Chappell D A
Gladstone Foundation Laboratories for Cardiovascular Disease, Department of Internal Medicine, University of California, San Francisco 94140.
J Clin Invest. 1989 Dec;84(6):1906-15. doi: 10.1172/JCI114378.
Familial dysbetalipoproteinemia (or type III hyperlipoproteinemia) is characterized by the presence of abnormal, cholesteryl ester-rich beta-very low density lipoproteins (beta-VLDL) in the plasma. Subjects with typical dysbetalipoproteinemia are homozygous for an amino acid substitution in apolipoprotein (apo-) E at residue 158 and have defective apo-E-mediated binding of both pre-beta-VLDL and beta-VLDL to apo-B,E(LDL) (or LDL) receptors (1988. Chappell, D.A., J. Clin. Invest. 82:628-639). To understand the effect of substitutions in apo-E at sites other than residue 158, nine dysbetalipoproteinemic (dys-beta) subjects who were either homozygous or heterozygous for substitutions in apo-E at atypical sites were studied. These substitutions occurred at residue 142 (n = 6), 145 (n = 2), or 146 (n = 1) and are known to cause less defective binding than does the 158 substitution. The chemical composition and electrophoretic mobility of pre-beta-VLDL and beta-VLDL from atypical and typical dys-beta subjects were indistinguishable. However, lipoproteins from atypical and typical dys-beta subjects differed in their affinity for the apo-B,E(LDL) receptor on cultured human fibroblasts. The pre-beta-VLDL and beta-VLDL from atypical dys-beta subjects had 640- or 17-fold higher affinity, respectively, than did corresponding lipoproteins from typical dys-beta subjects. The higher binding affinity of lipoproteins from atypical dys-beta subjects was associated with a higher ratio of apo-E to total apo-C. Since higher binding affinity should cause more rapid receptor-mediated clearance of beta-VLDL in atypical than in typical dys-beta subjects in vivo, the mechanism of beta-VLDL accumulation may differ in these two groups.

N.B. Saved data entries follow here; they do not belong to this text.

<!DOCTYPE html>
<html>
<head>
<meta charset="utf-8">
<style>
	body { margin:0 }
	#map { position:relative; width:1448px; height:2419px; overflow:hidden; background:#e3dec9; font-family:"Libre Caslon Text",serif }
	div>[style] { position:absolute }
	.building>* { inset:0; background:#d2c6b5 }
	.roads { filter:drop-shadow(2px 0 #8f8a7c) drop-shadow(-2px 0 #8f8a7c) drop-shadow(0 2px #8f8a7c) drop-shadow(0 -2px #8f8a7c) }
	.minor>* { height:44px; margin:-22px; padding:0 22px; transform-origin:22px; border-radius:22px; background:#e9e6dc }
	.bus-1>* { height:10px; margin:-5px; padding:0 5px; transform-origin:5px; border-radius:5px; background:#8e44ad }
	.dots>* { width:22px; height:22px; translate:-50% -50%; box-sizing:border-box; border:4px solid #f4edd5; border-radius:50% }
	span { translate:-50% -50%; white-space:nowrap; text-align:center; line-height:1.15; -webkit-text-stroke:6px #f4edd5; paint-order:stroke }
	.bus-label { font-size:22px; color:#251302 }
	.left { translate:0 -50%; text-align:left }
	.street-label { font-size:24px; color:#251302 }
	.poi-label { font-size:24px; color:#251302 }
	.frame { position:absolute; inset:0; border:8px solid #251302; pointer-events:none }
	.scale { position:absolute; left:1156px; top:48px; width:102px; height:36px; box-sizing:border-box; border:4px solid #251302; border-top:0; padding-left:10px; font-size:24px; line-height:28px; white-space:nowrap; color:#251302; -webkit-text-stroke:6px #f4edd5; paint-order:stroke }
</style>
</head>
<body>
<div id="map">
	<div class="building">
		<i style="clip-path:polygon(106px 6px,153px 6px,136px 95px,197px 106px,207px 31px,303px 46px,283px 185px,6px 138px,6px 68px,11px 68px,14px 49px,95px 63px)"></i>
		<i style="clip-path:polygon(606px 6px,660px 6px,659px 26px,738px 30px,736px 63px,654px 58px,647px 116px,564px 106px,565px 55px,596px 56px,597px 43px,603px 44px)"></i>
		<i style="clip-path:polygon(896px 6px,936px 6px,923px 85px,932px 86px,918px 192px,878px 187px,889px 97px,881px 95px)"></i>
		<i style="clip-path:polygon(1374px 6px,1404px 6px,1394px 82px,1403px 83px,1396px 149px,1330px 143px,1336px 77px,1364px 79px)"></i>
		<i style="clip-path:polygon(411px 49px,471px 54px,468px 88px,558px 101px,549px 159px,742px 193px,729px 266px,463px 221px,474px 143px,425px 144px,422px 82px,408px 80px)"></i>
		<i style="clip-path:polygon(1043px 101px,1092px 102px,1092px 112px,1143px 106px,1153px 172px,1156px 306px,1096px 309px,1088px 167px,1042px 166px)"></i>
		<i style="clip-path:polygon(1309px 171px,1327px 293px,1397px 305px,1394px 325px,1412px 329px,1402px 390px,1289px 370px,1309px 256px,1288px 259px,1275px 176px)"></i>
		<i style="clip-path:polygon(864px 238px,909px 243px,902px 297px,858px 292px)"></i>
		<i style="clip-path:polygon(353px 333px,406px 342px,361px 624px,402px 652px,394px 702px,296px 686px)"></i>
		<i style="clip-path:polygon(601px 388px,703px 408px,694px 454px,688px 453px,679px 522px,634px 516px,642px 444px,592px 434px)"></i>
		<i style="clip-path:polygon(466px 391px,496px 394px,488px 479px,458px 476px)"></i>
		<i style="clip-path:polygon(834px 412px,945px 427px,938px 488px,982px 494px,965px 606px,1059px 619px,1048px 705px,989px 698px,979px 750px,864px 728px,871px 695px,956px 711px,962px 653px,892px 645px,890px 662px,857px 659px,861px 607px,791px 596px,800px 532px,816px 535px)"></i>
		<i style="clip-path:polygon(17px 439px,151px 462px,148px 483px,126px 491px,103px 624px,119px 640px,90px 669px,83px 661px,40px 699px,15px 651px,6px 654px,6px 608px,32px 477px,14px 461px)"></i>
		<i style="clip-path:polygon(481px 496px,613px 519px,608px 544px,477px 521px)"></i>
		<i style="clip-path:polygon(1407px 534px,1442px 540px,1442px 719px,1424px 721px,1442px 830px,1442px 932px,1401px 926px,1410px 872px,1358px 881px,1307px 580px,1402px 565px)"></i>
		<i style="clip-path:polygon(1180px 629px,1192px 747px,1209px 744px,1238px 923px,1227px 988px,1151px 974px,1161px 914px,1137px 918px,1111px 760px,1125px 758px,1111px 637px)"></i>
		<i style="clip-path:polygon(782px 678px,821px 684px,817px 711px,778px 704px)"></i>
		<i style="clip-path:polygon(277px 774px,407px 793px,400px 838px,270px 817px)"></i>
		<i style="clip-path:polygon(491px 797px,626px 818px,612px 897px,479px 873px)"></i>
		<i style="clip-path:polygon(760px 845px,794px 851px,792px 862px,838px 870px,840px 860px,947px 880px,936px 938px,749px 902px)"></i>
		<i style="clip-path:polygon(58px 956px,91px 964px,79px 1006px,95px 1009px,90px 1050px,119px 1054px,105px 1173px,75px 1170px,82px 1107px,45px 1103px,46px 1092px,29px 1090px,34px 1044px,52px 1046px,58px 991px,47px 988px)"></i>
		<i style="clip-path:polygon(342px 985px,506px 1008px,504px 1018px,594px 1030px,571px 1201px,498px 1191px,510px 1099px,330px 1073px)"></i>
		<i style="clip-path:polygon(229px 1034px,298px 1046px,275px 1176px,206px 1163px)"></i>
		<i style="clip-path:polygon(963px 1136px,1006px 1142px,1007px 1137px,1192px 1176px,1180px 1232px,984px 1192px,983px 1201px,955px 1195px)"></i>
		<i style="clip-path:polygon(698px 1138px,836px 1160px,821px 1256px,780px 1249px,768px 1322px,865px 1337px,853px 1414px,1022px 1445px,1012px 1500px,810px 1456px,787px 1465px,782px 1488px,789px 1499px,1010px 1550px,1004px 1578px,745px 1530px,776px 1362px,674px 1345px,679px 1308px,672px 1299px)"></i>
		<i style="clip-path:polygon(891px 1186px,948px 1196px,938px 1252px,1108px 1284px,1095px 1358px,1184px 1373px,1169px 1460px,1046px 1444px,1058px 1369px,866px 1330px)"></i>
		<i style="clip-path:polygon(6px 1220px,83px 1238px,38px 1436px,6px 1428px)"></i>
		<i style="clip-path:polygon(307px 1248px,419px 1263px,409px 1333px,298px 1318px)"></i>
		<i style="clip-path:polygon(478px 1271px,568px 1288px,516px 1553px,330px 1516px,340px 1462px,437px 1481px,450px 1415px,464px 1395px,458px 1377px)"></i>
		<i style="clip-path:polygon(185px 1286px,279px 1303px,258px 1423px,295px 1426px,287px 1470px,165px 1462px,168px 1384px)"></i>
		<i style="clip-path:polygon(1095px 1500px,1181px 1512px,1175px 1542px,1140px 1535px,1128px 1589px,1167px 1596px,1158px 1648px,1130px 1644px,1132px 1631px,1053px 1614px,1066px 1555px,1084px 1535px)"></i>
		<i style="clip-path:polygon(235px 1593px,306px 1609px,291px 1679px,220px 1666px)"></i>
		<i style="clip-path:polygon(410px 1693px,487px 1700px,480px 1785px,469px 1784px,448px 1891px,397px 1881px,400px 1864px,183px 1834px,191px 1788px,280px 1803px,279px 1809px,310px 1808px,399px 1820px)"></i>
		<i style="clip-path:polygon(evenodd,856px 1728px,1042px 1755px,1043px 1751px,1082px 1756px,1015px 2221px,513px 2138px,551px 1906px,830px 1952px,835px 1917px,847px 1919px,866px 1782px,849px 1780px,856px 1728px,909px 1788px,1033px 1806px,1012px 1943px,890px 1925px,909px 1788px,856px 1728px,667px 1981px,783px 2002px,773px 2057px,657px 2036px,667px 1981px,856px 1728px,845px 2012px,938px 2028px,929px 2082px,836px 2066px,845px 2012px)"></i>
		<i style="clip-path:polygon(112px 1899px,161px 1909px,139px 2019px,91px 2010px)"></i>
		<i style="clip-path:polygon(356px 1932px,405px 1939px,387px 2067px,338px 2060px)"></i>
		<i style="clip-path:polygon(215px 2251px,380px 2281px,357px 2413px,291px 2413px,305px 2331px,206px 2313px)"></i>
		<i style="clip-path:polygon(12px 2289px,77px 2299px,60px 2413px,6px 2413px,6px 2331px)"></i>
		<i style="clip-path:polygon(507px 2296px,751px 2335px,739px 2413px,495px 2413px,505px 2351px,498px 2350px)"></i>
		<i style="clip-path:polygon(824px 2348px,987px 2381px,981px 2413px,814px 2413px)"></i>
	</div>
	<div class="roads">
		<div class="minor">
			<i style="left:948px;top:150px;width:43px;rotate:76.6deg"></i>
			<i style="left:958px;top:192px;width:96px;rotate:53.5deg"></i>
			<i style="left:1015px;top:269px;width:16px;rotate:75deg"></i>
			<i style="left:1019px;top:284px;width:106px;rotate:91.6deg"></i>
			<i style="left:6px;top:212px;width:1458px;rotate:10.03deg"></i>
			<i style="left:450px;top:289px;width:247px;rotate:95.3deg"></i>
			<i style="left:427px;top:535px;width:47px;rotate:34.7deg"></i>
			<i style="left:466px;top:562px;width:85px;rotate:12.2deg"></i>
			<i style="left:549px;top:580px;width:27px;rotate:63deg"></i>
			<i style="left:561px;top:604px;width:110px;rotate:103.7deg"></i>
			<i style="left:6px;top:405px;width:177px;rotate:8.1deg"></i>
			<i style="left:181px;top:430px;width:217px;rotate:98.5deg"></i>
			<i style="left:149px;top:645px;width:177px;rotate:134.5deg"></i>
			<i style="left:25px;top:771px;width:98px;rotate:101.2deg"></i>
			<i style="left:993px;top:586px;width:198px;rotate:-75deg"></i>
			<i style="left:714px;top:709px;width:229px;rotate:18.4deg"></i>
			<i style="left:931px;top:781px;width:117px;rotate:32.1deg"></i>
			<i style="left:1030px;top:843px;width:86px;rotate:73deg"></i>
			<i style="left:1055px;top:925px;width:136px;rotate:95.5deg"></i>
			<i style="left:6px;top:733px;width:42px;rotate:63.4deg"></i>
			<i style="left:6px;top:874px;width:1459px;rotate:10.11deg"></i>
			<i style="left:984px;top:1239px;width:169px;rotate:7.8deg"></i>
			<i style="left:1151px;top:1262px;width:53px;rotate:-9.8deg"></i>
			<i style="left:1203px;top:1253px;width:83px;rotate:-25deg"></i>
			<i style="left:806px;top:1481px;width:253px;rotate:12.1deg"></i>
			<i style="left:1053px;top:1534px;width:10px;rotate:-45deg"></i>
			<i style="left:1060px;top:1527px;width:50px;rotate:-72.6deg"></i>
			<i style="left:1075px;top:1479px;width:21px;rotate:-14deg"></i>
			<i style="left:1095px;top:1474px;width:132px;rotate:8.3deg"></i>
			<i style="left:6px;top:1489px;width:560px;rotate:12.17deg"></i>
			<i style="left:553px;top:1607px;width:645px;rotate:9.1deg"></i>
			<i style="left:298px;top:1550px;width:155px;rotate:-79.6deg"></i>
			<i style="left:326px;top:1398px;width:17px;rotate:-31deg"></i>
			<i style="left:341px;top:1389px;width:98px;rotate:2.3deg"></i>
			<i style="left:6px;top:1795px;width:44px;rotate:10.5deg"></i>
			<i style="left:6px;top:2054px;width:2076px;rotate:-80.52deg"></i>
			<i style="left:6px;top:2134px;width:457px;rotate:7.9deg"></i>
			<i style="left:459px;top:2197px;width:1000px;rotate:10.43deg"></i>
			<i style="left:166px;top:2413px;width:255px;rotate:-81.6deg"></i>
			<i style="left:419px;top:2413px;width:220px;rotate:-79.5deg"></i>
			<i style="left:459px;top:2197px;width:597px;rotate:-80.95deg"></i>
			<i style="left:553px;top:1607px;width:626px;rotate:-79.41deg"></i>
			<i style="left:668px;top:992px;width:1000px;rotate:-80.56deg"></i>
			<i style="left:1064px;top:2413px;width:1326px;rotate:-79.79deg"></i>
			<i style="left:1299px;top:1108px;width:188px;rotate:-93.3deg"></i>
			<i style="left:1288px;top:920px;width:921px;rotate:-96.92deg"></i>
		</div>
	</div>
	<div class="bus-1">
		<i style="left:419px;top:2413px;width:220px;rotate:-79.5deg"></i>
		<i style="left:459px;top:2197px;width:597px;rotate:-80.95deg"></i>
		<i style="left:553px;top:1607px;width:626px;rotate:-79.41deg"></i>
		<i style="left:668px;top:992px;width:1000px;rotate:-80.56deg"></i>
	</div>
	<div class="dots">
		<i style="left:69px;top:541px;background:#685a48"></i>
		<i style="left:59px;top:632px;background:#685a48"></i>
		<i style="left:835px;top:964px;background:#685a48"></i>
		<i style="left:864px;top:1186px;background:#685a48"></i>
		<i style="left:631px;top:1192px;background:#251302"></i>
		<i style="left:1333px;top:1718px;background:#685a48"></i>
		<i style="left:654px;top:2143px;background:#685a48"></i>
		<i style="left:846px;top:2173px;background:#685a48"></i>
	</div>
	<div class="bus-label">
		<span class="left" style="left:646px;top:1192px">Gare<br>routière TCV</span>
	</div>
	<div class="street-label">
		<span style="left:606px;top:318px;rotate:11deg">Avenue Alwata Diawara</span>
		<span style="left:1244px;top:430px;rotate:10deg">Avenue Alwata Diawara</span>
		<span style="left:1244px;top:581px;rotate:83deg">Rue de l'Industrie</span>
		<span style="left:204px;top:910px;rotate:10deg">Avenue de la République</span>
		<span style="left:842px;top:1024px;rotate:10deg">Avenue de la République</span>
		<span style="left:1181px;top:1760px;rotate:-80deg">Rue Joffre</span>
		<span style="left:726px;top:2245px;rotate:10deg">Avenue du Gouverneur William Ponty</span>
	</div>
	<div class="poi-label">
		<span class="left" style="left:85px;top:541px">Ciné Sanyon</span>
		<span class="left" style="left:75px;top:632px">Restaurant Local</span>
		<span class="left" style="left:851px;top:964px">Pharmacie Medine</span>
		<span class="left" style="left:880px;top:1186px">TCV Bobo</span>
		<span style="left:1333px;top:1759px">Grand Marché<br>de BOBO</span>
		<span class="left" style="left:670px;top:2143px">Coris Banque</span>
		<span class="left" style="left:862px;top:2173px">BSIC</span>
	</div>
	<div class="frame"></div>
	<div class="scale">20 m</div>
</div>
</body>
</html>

家族性异常β脂蛋白血症(或III型高脂蛋白血症)的特征是血浆中存在异常的、富含胆固醇酯的β极低密度脂蛋白(β-VLDL)。典型异常β脂蛋白血症患者在载脂蛋白(apo-)E的第158位氨基酸发生纯合性替代,并且其apo-E介导的前β-VLDL和β-VLDL与apo-B,E(低密度脂蛋白,LDL)受体(1988年。查佩尔,D.A.,《临床研究杂志》82:628 - 639)的结合存在缺陷。为了解apo-E第158位以外位点替代的影响,对9名异常β脂蛋白血症(异常β)患者进行了研究,这些患者在apo-E的非典型位点发生了纯合或杂合替代。这些替代发生在第142位(n = 6)、145位(n = 2)或146位(n = 1),已知与第158位替代相比,其结合缺陷程度较轻。非典型和典型异常β患者的前β-VLDL和β-VLDL的化学组成及电泳迁移率并无差异。然而,非典型和典型异常β患者的脂蛋白对培养的人成纤维细胞上apo-B,E(LDL)受体的亲和力不同。非典型异常β患者的前β-VLDL和β-VLDL的亲和力分别比典型异常β患者相应的脂蛋白高640倍或17倍。非典型异常β患者脂蛋白较高的结合亲和力与apo-E与总apo-C的较高比例相关。由于在体内,较高的结合亲和力应导致非典型异常β患者的β-VLDL比典型异常β患者通过受体介导的清除更快,因此这两组中β-VLDL积累的机制可能不同。